Lord Moynihan wants Royal and Ancient to accept women members
Outgoing British Olympic Association chairman Lord Moynihan has called on the Royal and Ancient Golf Club to open up its membership to women.
The golf club, which is based at St Andrews in Fife, refuses to admit any female members.
In the wake of the success of British women at the Olympics, Moynihan believes this is unacceptable and wants the club to change its rules.
He told BBC Radio 5 live: "To me, the Royal and Ancient should change."
How ancient is the Royal and Ancient?
- The Royal and Ancient Golf Club of St Andrews was founded on 14 May 1754
- In 2004, its responsibilities as one of golf's governing bodies were devolved to a new group of companies, known as The R&A
The Royal and Ancient has continued to remain men-only although Augusta National, one of the most famous clubs in the United States which hosts the Masters each year, decided to accept women members for the first time in its 80-year history in August.
Moynihan added: "It is remarkable that Augusta has changed, but the Royal and Ancient is still there having not entitled and allowed complete equality of opportunity for women in this country.

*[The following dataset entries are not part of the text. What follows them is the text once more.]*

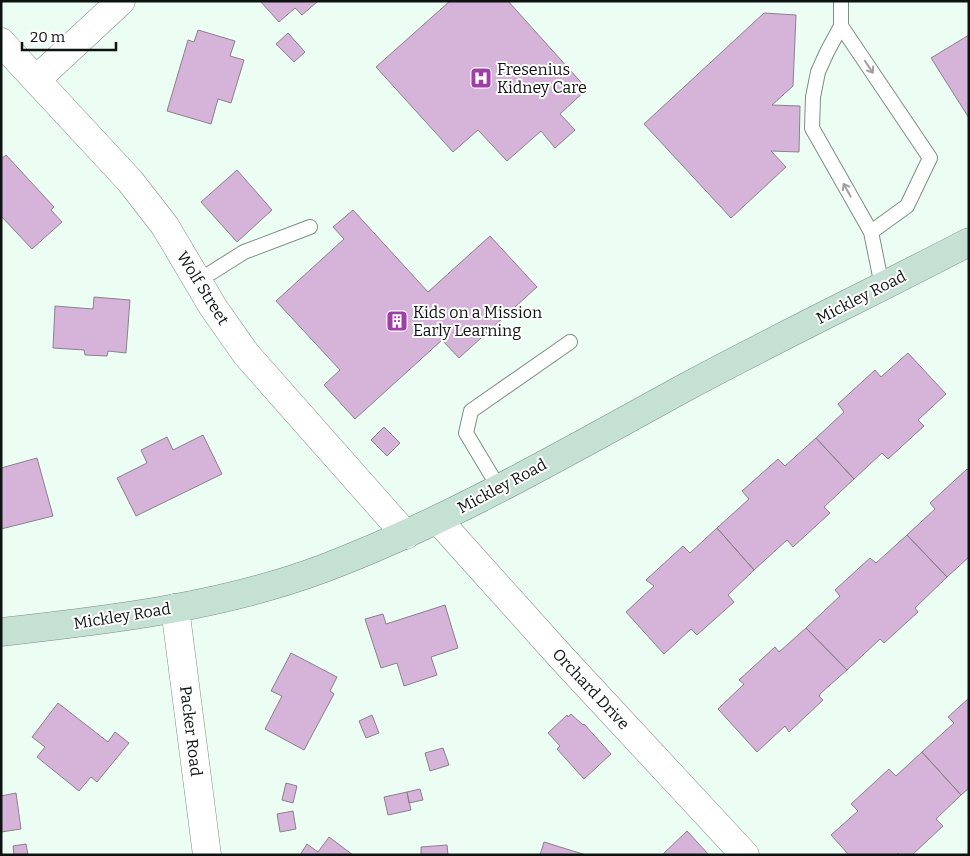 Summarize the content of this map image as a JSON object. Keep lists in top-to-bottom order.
{
  "streets": {
    "street": [
      "Wolf Street",
      "Mickley Road",
      "Orchard Drive",
      "Packer Road"
    ]
  },
  "crossings": [
    ["Wolf Street", "Mickley Road"],
    ["Mickley Road", "Orchard Drive"],
    ["Mickley Road", "Packer Road"]
  ],
  "places": {
    "hospital": ["Fresenius Kidney Care"],
    "building": ["Kids on a Mission Early Learning"]
  },
  "scale_bar": "20 m"
} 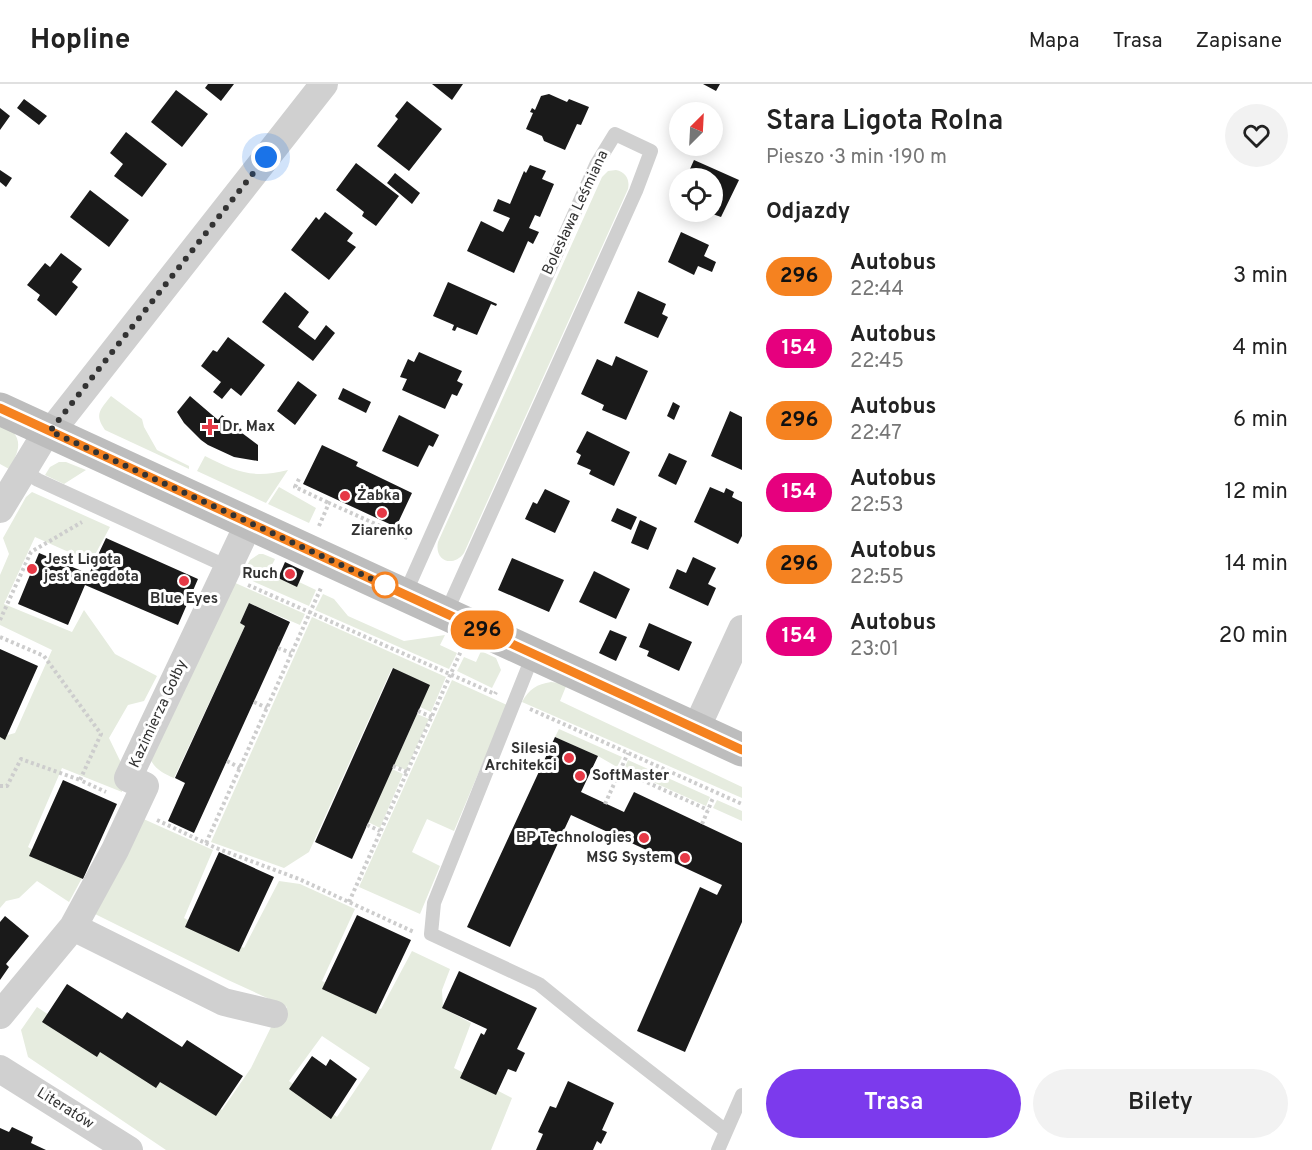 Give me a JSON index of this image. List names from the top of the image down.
{
  "streets": {
    "street": ["Kazimierza Gołby", "Literatów"],
    "lane": ["Bolesława Leśmiana"]
  },
  "places": {
    "health": ["Dr. Max"],
    "other": [
      "Żabka",
      "Ziarenko",
      "Jest Ligota jest anegdota",
      "Ruch",
      "Blue Eyes",
      "Silesia Architekci",
      "SoftMaster",
      "BP Technologies",
      "MSG System"
    ]
  },
  "lines": ["bus line 296"],
  "north": "top right",
  "page": {
    "header": "Hopline",
    "nav": ["Mapa", "Trasa", "Zapisane"],
    "on_map": "296",
    "heading": [
      ["Stara Ligota Rolna", "Pieszo · 3 min · 190 m"],
      "Odjazdy"
    ],
    "list": [
      {
        "mark": "296",
        "name": "Autobus",
        "note": "22:44",
        "value": "3 min"
      },
      {
        "mark": "154",
        "name": "Autobus",
        "note": "22:45",
        "value": "4 min"
      },
      {
        "mark": "296",
        "name": "Autobus",
        "note": "22:47",
        "value": "6 min"
      },
      {
        "mark": "154",
        "name": "Autobus",
        "note": "22:53",
        "value": "12 min"
      },
      {
        "mark": "296",
        "name": "Autobus",
        "note": "22:55",
        "value": "14 min"
      },
      {
        "mark": "154",
        "name": "Autobus",
        "note": "23:01",
        "value": "20 min"
      }
    ],
    "buttons": ["Trasa", "Bilety"]
  }
} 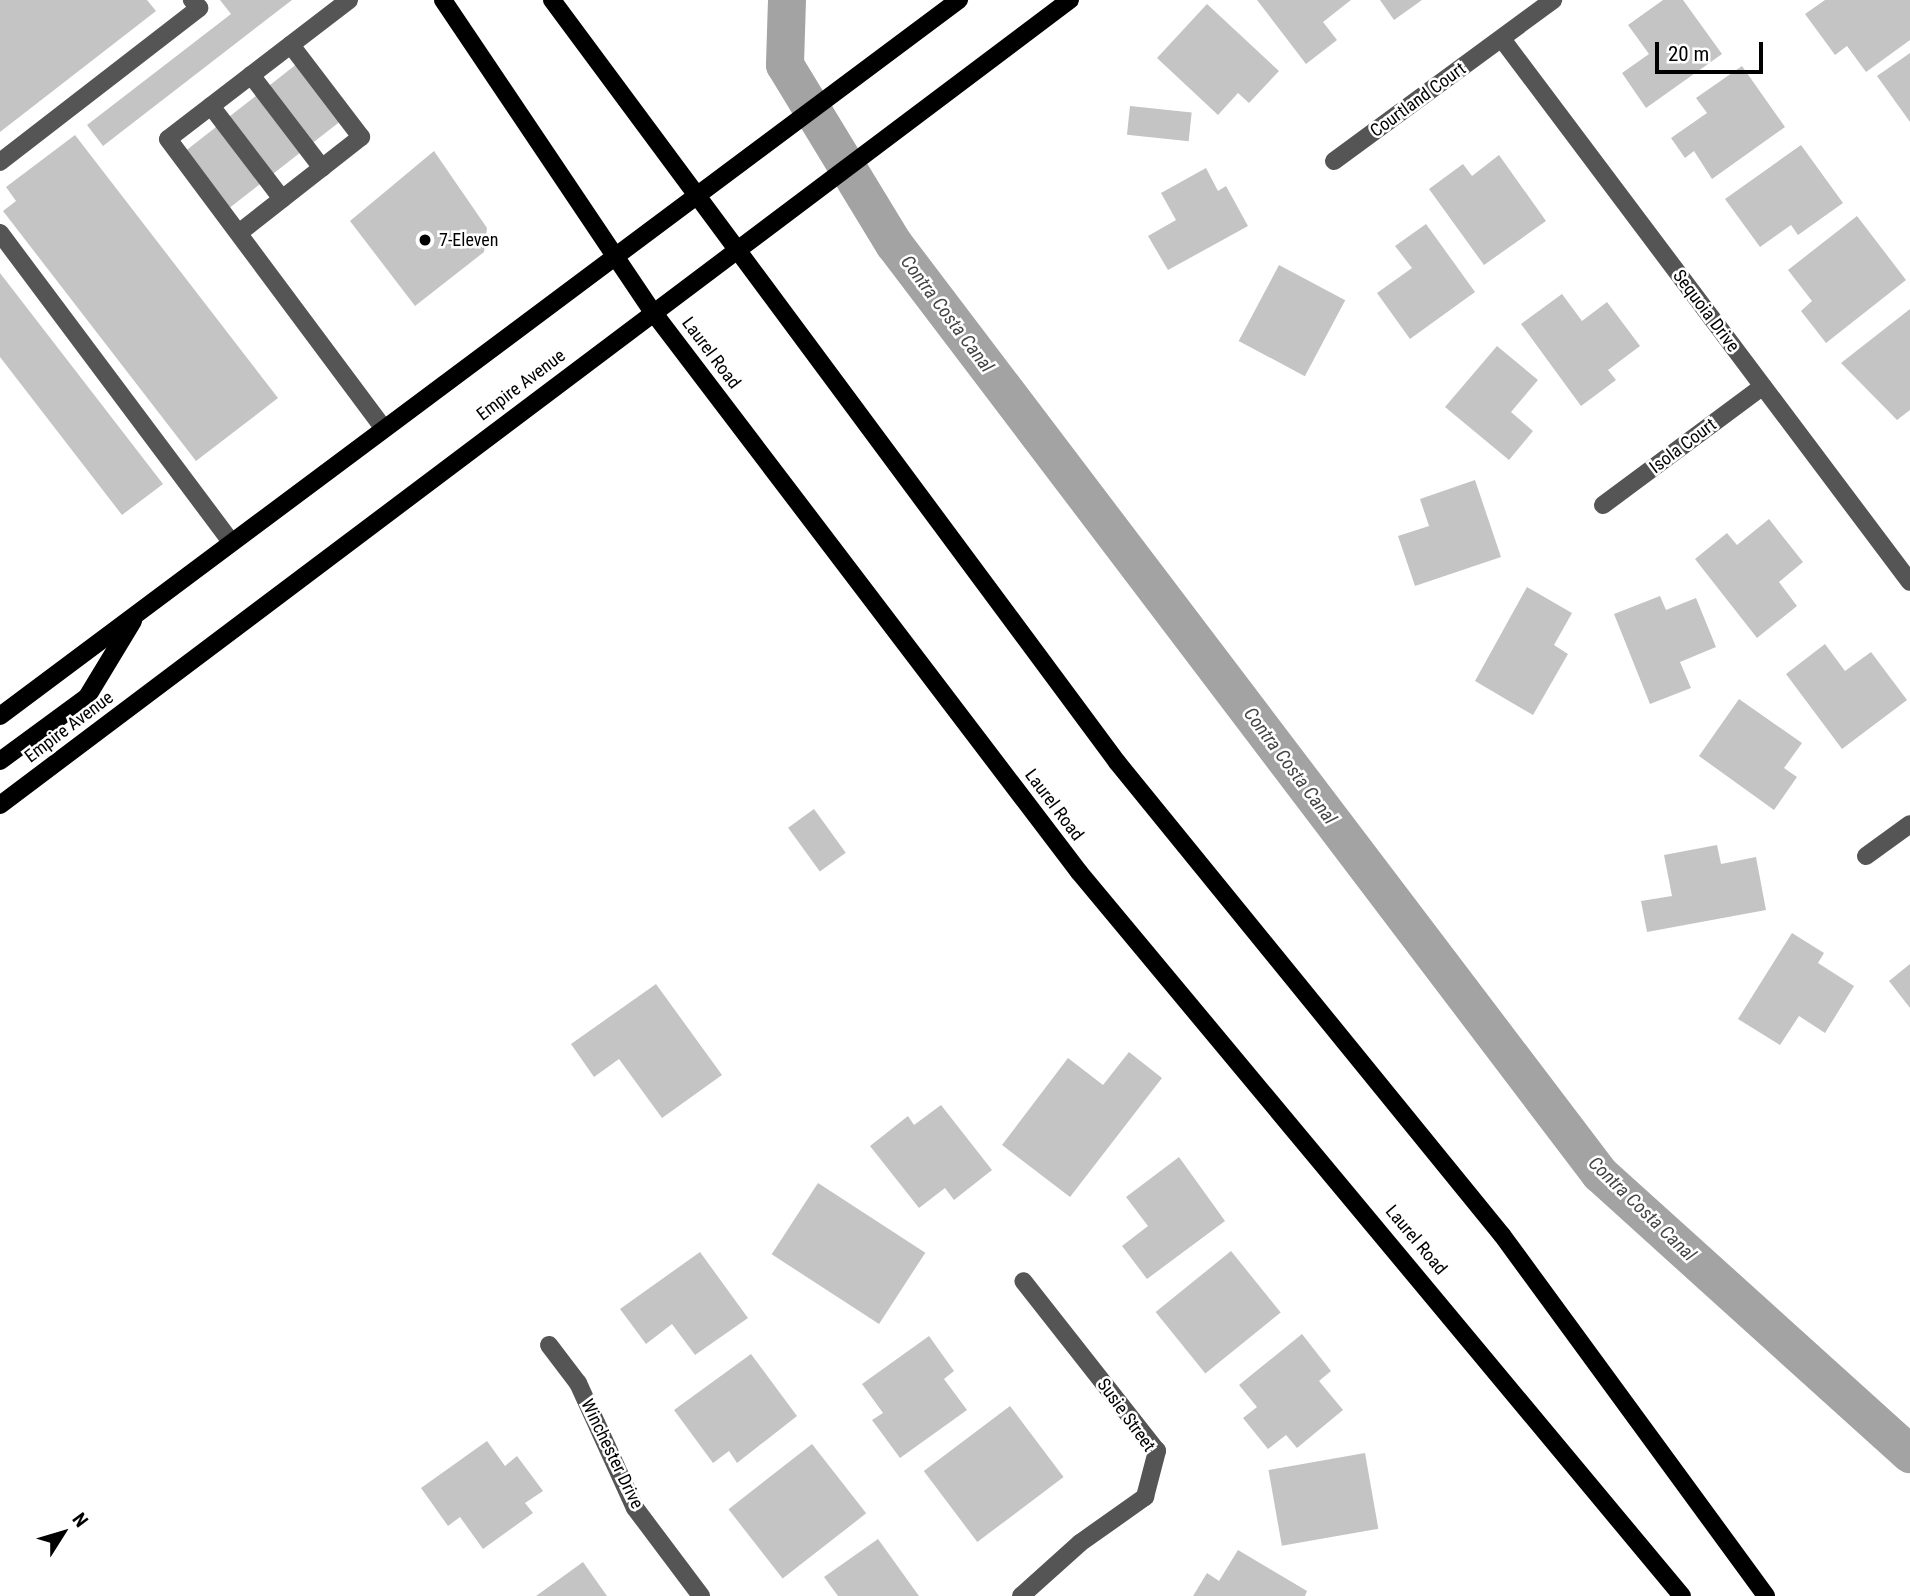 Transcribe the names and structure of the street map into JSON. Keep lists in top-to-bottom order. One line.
{"streets":{"main road":["Laurel Road","Empire Avenue"],"street":["Courtland Court","Sequoia Drive","Isola Court","Susie Street","Winchester Drive"]},"crossings":[["Courtland Court","Sequoia Drive"],["Sequoia Drive","Isola Court"],["Laurel Road","Empire Avenue"]],"water":["Contra Costa Canal"],"places":["7-Eleven"],"scale_bar":"20 m","north":"top right"}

"It should be an embedded characteristic of 21st century sport, especially when you see the contribution the athletes make.
"Let's get real and let's get on with the job of providing equality of opportunity across sports, sports administration as well as sporting opportunity."
Moynihan is keen not to see the progress women's sport made during the Olympics go to waste, after Team GB's female athletes won 10 gold medals.
"This was a Games that was about 'girl power'," he said.
The Royal and Ancient was unavailable for comment.